5 of 221 comments (clear)

  1. Punish the innocent to get at the guilty by btempleton · · Score: 4, Interesting

    It amazes me how much emotion spam brings out. I hate it as much as anybody, but that's not enough to violate fundamental principles, including the one that it's not moral to punish the innocent to get at the guilty, particularly when you deliberately punish the innocent because by association, they can be forced to put pressure on the guilty or those who can punish the guilty.

    It's like starving out a country to depose a dictator. Whoops. :-(

    It's just not something you do, and spam, while a royal pain in the ass, doesn't cut it. I wouldn't punish the innocent to get Usama bin Ladin, let alone spammers.

    --
    Has it been over a year since you last donated to the Electronic Frontier Foundation
    1. Re:Punish the innocent to get at the guilty by PigleT · · Score: 4, Interesting

      "to violate fundamental principles, including the one that it's not moral to punish the innocent to get at the guilty,"

      That rather depends on which version of ethics you're using at the time, doesn't it? There are considerably more valid users of usenet *outside* Telestra's borders than there are within, all of whom suffer from Telestra's bad approach to spam. Given that the whole reason for the UDP suggestion is persistent continual large-scale offence from them, it's not as though they've not had the chance to repair their ways. Cutting off a few for the sake of the greater good is very much a valid "moral" choice.

      "I wouldn't punish the innocent to get Usama bin Ladin, let alone spammers."

      OBL's daily activities don't impinge on you in any way, until you get an odd-one-out. Spammers' activities *do* impinge, through ISPs having to pass on bandwidth costs to someone, ie their users.

      --
      ~Tim
      --
      .|` Clouds cross the black moonlight,
      Rushing on down to the circle of the turn
  2. Good! And keep them banned. by Anonymous Coward · · Score: 4, Interesting

    If only we could also have smtp bans for domains that don't have a valid abuse@ address. This includes many of the larger telcos around the world and annoys me to no end. Spamhouse in a netblock rented to spamhouser by telco. Quite often none of them even have a clear abuse handling system. Clearly the messenger is the problem not the spammer. They know it, they don't care and just try to deter people from complaining.

    Talk about netizenship.

  3. telstra have problems by gumleef · · Score: 5, Interesting

    I doubt that this will be resolved by telstra if threatened with action; action will have to be taken.

    Telstra have been losing money for a while now due to shoddy work in all of their services. Consumers just wont stand for it any longer, and this is strongly reflected by their dropping share price.
    I believe they are losing money at such a rate that they refuse to outlay any on ressurecting this current spam problem - that, or they really are ignorant of the problem (due to incompitance).

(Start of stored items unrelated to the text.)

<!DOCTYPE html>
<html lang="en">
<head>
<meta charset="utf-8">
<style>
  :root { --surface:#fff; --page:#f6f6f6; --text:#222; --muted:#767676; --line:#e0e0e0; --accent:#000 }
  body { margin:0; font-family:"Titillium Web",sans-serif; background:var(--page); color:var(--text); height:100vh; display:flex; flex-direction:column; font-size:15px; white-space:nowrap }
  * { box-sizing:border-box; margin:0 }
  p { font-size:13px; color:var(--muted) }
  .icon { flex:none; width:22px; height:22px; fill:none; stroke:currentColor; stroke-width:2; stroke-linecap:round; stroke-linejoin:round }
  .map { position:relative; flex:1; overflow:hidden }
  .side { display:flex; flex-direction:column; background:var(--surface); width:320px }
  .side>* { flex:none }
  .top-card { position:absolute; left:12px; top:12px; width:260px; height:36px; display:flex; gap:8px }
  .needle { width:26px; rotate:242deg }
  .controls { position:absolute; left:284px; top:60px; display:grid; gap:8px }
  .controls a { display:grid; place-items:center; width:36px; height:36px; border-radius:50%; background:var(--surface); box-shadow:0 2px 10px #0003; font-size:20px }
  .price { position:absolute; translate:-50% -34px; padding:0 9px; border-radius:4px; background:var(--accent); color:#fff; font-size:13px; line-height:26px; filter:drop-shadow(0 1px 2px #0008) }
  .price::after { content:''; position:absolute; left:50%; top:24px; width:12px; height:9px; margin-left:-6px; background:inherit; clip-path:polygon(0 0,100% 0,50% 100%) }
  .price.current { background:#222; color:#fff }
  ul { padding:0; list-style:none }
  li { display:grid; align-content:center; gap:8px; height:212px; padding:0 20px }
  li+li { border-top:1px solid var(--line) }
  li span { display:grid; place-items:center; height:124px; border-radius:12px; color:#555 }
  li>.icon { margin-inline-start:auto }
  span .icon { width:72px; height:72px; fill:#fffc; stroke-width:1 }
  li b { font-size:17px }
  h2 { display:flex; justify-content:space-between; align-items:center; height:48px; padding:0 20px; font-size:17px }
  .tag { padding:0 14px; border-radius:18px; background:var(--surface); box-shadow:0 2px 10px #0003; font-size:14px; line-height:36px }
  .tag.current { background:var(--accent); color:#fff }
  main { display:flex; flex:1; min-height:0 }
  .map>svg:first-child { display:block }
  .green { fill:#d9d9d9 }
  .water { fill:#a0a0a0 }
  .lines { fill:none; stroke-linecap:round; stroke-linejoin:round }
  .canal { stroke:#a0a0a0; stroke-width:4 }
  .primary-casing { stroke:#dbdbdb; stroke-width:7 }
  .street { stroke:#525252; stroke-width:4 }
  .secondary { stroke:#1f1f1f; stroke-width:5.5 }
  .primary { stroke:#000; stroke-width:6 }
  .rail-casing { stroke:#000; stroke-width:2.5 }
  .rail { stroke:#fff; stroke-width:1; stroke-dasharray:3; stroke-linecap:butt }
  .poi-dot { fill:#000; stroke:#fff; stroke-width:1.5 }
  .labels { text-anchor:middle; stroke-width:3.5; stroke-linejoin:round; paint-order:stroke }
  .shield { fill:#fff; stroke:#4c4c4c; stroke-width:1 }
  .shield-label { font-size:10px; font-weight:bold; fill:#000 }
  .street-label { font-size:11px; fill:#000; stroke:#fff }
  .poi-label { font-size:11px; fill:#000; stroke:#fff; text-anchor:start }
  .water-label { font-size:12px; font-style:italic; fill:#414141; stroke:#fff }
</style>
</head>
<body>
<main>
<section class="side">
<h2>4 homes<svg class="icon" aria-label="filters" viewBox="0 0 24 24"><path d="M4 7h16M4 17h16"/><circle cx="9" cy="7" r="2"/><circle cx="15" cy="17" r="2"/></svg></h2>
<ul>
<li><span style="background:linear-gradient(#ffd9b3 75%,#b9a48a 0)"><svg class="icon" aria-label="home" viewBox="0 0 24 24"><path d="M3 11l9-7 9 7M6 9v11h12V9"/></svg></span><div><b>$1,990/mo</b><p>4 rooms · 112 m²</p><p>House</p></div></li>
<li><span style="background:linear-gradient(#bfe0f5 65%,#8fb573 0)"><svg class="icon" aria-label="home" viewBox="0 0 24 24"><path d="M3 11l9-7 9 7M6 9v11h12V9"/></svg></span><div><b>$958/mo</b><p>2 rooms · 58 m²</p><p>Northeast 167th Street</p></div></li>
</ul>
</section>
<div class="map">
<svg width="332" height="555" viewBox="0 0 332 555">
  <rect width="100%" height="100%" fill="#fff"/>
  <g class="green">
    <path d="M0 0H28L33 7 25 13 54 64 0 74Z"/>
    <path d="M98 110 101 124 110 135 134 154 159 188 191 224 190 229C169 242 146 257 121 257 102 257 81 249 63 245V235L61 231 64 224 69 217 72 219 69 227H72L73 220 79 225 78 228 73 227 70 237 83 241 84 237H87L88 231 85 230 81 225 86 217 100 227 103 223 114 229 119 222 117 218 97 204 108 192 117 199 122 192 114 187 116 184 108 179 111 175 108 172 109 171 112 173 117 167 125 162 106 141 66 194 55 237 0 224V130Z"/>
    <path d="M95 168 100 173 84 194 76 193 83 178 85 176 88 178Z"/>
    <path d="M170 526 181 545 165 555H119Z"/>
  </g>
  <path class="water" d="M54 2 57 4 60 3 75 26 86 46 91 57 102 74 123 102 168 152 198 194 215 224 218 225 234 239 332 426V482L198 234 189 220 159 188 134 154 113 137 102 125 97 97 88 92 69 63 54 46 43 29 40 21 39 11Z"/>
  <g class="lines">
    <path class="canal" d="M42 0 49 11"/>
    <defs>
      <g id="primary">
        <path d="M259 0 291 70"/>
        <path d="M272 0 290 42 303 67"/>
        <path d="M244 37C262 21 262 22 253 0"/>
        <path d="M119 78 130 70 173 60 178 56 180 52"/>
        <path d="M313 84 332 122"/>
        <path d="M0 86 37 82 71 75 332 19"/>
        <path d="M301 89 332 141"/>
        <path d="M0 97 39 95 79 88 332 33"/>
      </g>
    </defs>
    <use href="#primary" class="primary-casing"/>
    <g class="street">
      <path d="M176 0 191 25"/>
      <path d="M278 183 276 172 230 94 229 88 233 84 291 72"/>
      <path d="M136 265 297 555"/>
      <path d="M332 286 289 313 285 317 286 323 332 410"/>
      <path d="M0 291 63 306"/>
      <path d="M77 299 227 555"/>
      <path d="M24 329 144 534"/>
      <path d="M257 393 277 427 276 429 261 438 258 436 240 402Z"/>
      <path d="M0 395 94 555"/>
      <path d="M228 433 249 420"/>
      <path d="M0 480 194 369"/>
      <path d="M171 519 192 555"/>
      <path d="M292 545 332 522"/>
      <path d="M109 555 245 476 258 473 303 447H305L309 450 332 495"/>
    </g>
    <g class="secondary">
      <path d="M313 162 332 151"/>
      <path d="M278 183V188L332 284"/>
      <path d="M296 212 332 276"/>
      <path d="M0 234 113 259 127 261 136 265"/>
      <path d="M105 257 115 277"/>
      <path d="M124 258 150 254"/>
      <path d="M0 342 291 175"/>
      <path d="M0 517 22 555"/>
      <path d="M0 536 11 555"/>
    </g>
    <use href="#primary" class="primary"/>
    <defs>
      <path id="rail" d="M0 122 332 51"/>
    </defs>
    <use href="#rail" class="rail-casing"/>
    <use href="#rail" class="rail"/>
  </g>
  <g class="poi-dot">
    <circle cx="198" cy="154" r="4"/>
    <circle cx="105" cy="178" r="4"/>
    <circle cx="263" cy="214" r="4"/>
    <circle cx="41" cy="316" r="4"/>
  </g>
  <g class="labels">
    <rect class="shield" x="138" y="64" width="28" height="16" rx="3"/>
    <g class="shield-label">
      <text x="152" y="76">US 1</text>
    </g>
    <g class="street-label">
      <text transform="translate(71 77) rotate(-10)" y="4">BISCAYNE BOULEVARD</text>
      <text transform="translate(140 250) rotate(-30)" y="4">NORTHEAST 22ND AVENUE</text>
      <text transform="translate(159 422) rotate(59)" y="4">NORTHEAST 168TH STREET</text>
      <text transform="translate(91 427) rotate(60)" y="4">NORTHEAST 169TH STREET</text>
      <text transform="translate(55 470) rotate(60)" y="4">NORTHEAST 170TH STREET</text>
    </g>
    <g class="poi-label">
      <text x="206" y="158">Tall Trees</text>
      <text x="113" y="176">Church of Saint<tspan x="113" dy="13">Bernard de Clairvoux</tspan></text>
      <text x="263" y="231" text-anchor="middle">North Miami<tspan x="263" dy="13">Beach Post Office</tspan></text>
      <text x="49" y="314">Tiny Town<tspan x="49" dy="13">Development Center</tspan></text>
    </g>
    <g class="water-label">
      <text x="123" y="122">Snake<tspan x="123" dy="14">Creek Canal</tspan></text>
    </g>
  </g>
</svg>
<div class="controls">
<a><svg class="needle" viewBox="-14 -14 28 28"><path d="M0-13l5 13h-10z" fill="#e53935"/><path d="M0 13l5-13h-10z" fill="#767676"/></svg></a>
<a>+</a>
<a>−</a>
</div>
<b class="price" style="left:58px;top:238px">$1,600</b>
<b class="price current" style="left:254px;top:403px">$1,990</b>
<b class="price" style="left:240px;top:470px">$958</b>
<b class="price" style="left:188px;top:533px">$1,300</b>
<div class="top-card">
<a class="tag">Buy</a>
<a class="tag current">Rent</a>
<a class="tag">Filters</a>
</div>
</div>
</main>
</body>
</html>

  4. Re:Not just annoying by Bastian · · Score: 4, Interesting

    Span isn't just a pain in the ass. It costs shitloads of money.

    I can't remember the amount of bandwidth it takes to keep a news server updated, but it's a pretty big chunk. That makes it expensive to run a Usenet news server in the first place.

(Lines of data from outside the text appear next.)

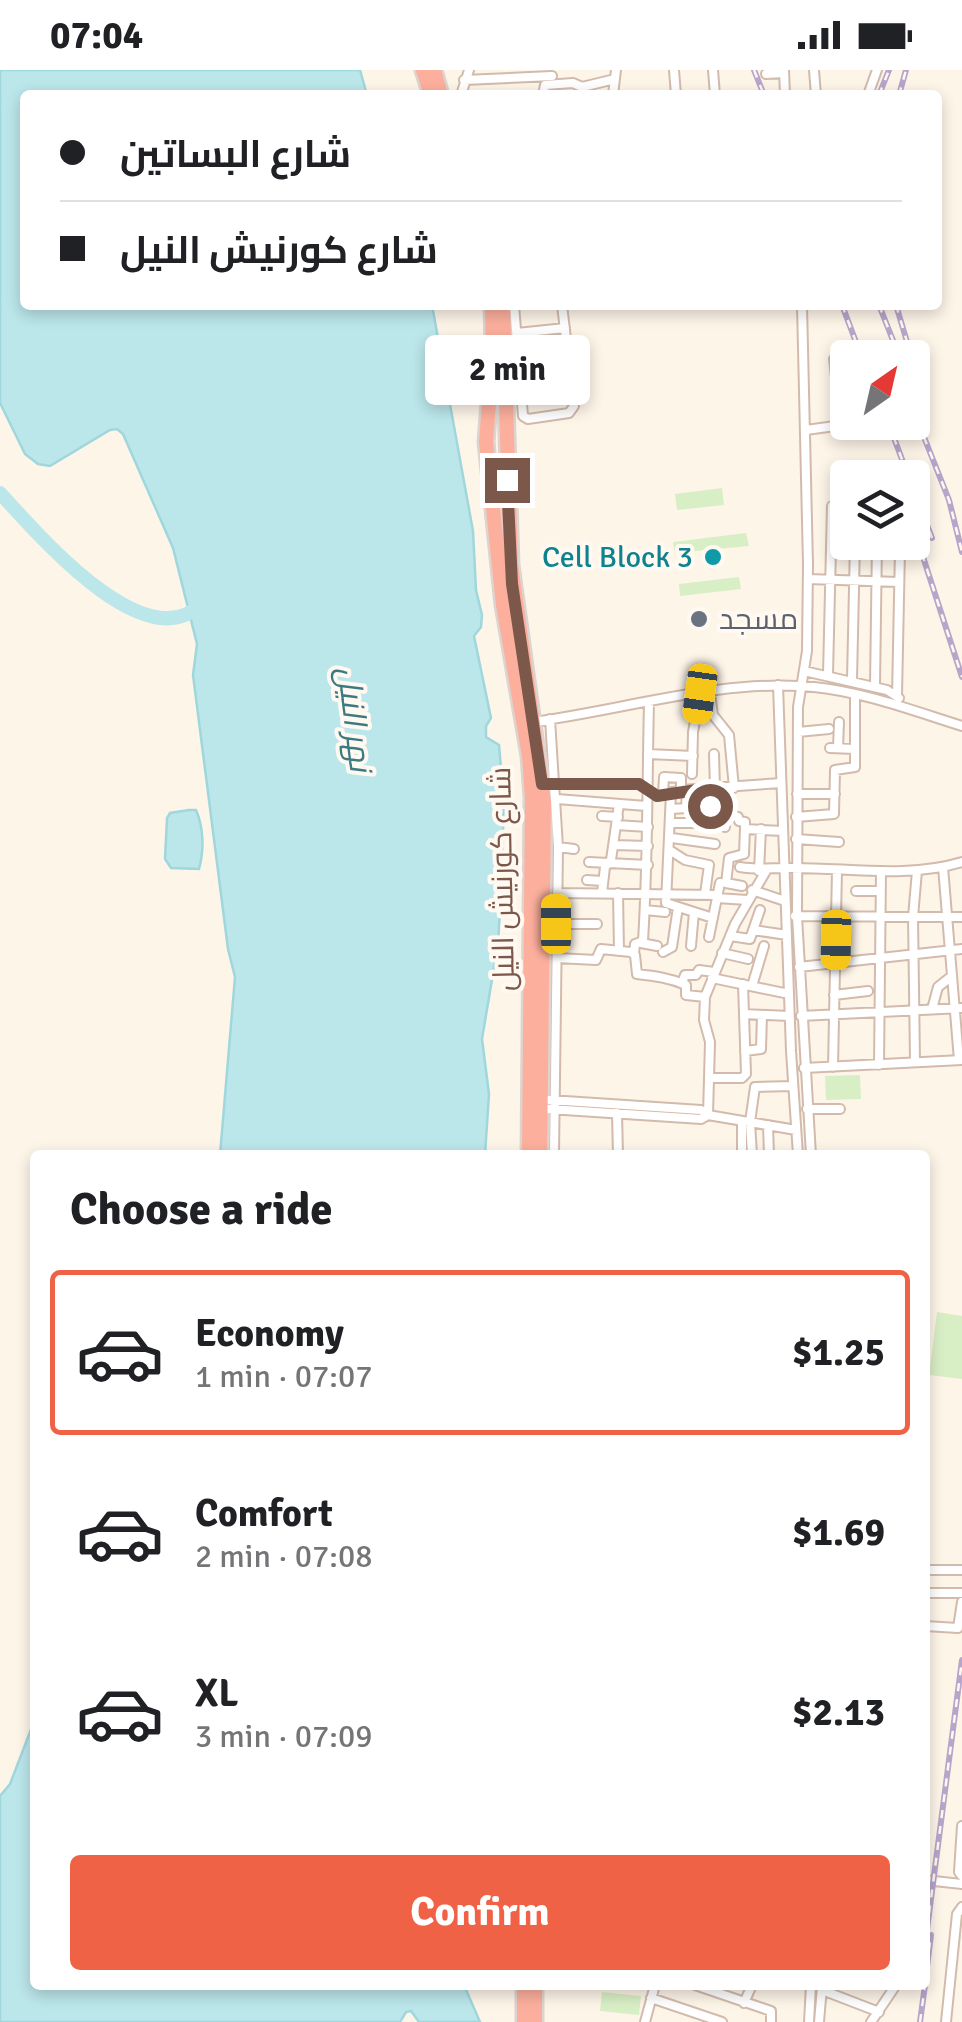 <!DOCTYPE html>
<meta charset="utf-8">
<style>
:root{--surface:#fff;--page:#f2f2f2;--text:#202124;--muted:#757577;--line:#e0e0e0;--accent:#f06246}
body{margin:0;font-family:Signika,Cairo,sans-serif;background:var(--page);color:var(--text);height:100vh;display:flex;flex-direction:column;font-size:38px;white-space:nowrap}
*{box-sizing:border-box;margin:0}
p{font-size:32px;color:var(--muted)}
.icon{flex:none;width:55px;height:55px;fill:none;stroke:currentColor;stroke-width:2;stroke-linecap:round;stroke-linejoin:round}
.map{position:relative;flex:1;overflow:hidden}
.sheet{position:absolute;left:30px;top:1080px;width:900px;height:840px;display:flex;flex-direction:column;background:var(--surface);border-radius:10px;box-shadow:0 5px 15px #0003}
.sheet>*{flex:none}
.guide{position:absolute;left:20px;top:20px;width:922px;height:220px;border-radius:10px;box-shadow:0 5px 15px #0003;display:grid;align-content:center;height:220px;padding:0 40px;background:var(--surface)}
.needle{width:65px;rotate:34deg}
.controls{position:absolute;left:830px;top:270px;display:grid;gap:20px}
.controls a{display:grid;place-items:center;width:100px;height:100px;border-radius:10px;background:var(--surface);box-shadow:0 5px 15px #0003;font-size:50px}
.end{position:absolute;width:45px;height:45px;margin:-22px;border:12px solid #7c584a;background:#fff;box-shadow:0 0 0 5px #fff}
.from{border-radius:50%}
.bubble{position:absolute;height:70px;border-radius:10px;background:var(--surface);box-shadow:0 5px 15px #0003;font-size:32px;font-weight:800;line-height:70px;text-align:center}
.car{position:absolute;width:30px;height:60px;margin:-30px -15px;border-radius:12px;box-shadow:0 0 8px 2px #0007;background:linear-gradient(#f5c518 24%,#345 0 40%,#f5c518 0 76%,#345 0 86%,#f5c518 0)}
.guide b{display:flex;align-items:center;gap:35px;height:95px;font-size:38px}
.guide b+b{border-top:2px solid var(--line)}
.guide i{width:25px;height:25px;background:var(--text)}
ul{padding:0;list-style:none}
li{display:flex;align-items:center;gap:30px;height:165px;margin:0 20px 15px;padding:0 20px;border:5px solid transparent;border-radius:10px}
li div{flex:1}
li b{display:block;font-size:38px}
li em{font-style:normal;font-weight:800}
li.current{border-color:var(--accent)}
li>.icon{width:90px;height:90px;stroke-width:1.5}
h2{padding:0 40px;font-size:45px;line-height:120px}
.cta{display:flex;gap:20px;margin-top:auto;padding:20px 40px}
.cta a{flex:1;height:115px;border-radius:10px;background:var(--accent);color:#fff;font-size:40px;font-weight:800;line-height:115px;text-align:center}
.status{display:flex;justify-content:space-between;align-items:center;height:70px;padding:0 50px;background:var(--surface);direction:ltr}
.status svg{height:28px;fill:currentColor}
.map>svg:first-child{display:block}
.green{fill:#d8eec5}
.water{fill:#bbe6ea;stroke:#a0d7dd;stroke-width:2.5}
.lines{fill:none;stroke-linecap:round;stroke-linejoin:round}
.river{stroke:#bbe6ea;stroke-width:14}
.street-casing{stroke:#d2bbad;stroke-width:12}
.highway-casing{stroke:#ddd4d0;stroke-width:19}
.street{stroke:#fff;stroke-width:8}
.highway{stroke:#fcaf9c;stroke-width:14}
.rail-casing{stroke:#b7a5ca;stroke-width:6}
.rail{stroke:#fff9f1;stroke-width:2.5;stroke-dasharray:8;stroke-linecap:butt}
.route{stroke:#7c584a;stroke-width:12}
.culture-dot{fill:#0f9aa8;stroke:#fff9f1;stroke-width:4}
.worship-dot{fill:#6b7280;stroke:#fff9f1;stroke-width:4}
.labels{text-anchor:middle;stroke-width:8;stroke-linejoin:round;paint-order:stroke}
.culture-label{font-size:30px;fill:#0d838f;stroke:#fff9f1;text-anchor:end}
.worship-label{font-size:30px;fill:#5b616d;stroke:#fff9f1;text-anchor:start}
.street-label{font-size:30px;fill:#7c584a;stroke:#fff9f1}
.water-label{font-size:32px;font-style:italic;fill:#3b7a82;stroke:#fff9f1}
</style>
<div class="status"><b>07:04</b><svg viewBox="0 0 49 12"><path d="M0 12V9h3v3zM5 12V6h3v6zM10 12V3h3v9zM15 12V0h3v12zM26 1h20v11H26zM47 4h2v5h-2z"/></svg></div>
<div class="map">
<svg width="962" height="1952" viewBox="0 0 962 1952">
<rect width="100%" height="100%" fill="#fef5e9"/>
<!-- green -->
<path class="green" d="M722,418L724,435L677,440L675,424Z
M746,463L749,476L675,483L673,472Z
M739,507L741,519L680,526L679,514Z
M860,1005L861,1029L826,1030L825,1006Z
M937,1242L962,1246V1309L929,1305Z
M602,1922L641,1926L639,1945L600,1941Z"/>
<!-- water -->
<path class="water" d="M0,0H360L367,25H25V235H432L473,461L476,520L482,545L481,557L474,566L491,648L486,656V667L499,675L504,733L501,823L498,874L482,969L489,1024L485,1085H220L235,907L228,879L193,605L197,574L173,478L123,364L117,359L110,360L50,396L38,394L25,384L0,333Z
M189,740H196C204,758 204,781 199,799L171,798L165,789L167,748L170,743Z
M35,1649V1915H464L480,1952H419L411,1941L406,1942L400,1952H0V1726L10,1714Z"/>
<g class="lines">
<!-- river -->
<path class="river" d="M0,423C37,463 146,592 202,533"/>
<defs>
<path id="street" d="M674,0L676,25
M713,0L715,25
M784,0L785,25
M814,0L816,25
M766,4L784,3
M464,10L552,6
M461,25L469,0
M543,25L545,15L573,13L582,17L615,9
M613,25L616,0
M868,25L877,0
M514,235L523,346L528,349L569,343L574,336L562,235
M802,235L808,494L807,581L798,637L797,846L811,1085
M517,263L565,258
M521,309L569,303
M806,360L835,356L841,352L834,289
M808,509L899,512
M804,601L887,620L899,628
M828,605L832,436
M852,610L855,472
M778,615L791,981L798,1085
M875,616L877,472
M710,623L713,645L729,665L734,718
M897,626L900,479
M550,649L558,777L554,1085
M533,652C622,640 725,608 814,617C864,622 914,641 962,656
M798,662L829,659
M830,678L855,679
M838,678L839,652
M648,684L693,686
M714,684L715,718
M692,704L693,662L700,624
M552,714H639L657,726L681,720L781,713
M710,718V737L726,740L725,757
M671,722L666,833L713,848
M663,724L664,707L681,708V720
M797,724H835
M557,729L646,736
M672,739L686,738L687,720
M726,745L738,747L739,751L745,752V759L783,761
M602,746L618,747
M796,747L834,744L835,700L855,697V624
M672,753H695L697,746L725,747
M616,755L648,757
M672,768L715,774
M796,769L839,772
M614,775L648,776
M558,777L574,779
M671,781L685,790L709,795L705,824
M589,792L648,795
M740,797C757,800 770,798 787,798C846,797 905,809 962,792
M943,797L959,990
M759,801L761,759
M587,810L603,811
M726,813L729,788L744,784L745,758
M726,813L742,816
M752,820L785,831
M856,821H880
M557,823L718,825
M602,823L605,797L611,790L619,734
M618,823L619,881
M717,828L747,830
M645,840L665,842
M795,846L962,847
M557,854H597
M753,860L787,865
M730,866L750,869L760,840
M709,867L720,813
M641,873L657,876
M691,876L694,842
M663,882L672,877L678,837
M634,883L635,874L643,871C648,792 647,713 649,633
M722,883L748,889
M557,888L596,890L601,879L631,882L635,885L637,904C655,906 670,908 686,915V925L705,927
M799,897L962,879
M712,908L789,924
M682,913L685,905H696L699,900L714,902
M752,916L764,876
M834,925L868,921
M932,939L938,917L952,906
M744,944L789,946
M801,946L962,938
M745,981L761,979L762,945
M915,991L913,847L917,801
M879,995L881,801
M833,997L837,800
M804,998L962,990
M709,1008H742L746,1004L743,914
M550,1030L701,1040L708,1045L796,1060
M549,1039L701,1049L708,1045
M807,1039H840
M617,1043L618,1085
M708,1045L710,972L704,950L705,927L735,854L766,801
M742,1051V1085
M768,1055L769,1085
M752,1085L750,1052L755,1017L793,1016
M925,1500H962
M925,1523H962
M925,1556L958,1558L962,1532
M962,1756L959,1802L962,1806
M925,1810L962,1814
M695,1915L771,1941V1952
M822,1920L879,1942
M651,1928L722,1952
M744,1933L752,1915
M645,1952L655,1915
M809,1952L811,1915
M819,1952L822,1917
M871,1952L896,1915
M946,1952L957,1844L962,1837"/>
<path id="highway" d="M423,0L431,25
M434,0L441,25
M492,235L493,281L486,372L503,535L529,686L532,727L529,1085
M503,235L511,495L544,733L540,1085
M524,1915V1952
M535,1915V1952"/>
</defs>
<!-- street casing -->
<use href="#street" class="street-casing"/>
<!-- highway casing -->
<use href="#highway" class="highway-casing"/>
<!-- street -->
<use href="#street" class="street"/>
<!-- highway -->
<use href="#highway" class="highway"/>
<defs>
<path id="rail" d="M754,0L764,25
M879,25L889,0
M899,25L906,0
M842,235L862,288
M879,235L896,278
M896,235L920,315
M912,309L927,347
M912,337L949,430L962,482
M888,352L909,408
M912,416L932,468
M912,453L962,607
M925,1875L962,1590
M925,1912L931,1865
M920,1952L925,1915"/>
</defs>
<!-- rail casing -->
<use href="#rail" class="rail-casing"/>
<!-- rail -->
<use href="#rail" class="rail"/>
</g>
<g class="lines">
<!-- route -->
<path class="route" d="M507,410L512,514L542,714H639L657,726L710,718V736"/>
</g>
<!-- markers -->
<circle class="culture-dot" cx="713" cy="487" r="10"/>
<circle class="worship-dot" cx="699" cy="549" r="10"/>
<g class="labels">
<!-- culture labels -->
<g class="culture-label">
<text x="693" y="497">Cell Block 3</text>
</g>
<!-- worship labels -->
<g class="worship-label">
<text x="719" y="559">مسجد</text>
</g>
<!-- street labels -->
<g class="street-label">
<text transform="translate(502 809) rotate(-91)" y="10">شارع كورنيش النيل</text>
</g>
<!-- water labels -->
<g class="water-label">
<text transform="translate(355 649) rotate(83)" y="11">نهر النيل</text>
</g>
</g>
</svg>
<div class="controls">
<a><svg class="needle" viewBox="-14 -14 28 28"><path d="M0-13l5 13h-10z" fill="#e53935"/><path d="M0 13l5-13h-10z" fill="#757577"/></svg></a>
<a><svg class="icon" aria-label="layers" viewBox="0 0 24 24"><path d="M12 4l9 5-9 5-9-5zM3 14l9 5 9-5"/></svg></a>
</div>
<i class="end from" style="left:710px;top:736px"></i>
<i class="end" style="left:507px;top:410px"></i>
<div class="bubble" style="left:425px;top:265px;width:165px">2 min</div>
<i class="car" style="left:700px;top:624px;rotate:188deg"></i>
<i class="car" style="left:556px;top:854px;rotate:0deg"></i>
<i class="car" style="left:836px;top:870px;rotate:181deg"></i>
<div class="guide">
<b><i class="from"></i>شارع البساتين</b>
<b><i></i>شارع كورنيش النيل</b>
</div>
<section class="sheet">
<h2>Choose a ride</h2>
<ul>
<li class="current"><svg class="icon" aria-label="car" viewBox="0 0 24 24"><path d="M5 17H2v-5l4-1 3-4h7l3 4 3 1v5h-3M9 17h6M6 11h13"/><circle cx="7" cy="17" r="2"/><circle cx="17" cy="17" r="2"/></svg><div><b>Economy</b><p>1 min · 07:07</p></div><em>$1.25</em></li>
<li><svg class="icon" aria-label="car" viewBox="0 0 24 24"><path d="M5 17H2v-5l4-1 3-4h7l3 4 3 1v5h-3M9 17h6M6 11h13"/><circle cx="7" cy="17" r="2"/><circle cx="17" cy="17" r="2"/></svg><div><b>Comfort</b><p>2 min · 07:08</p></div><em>$1.69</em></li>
<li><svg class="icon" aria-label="car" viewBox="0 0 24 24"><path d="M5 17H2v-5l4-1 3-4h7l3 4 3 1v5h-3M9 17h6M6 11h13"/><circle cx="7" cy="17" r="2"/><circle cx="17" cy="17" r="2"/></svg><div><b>XL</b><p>3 min · 07:09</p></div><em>$2.13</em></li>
</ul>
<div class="cta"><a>Confirm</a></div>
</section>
</div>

    Now consider that an estimated 60% of the crap coming out of Telestra is spam, and the issue doesn't just become one of an annoyance. Telestra is costing lots of people lots of money.

    Under this situation, I think it is perfectly acceptable for admins to stop listening to the noise Telestra is putting out over the pipes. Frankly, the UDP is the only real defense Usenet has against ill-behaved entities, and it is used rarely, and only when all other options have been exhausted and the provider being UDPd is still refusing to cooperate. Yeah, it sucks for Telestra users, but if they want their Usenet service to return to normal, they can vote with their money by going to another ISP, or they can pressure Telestra to start behaving.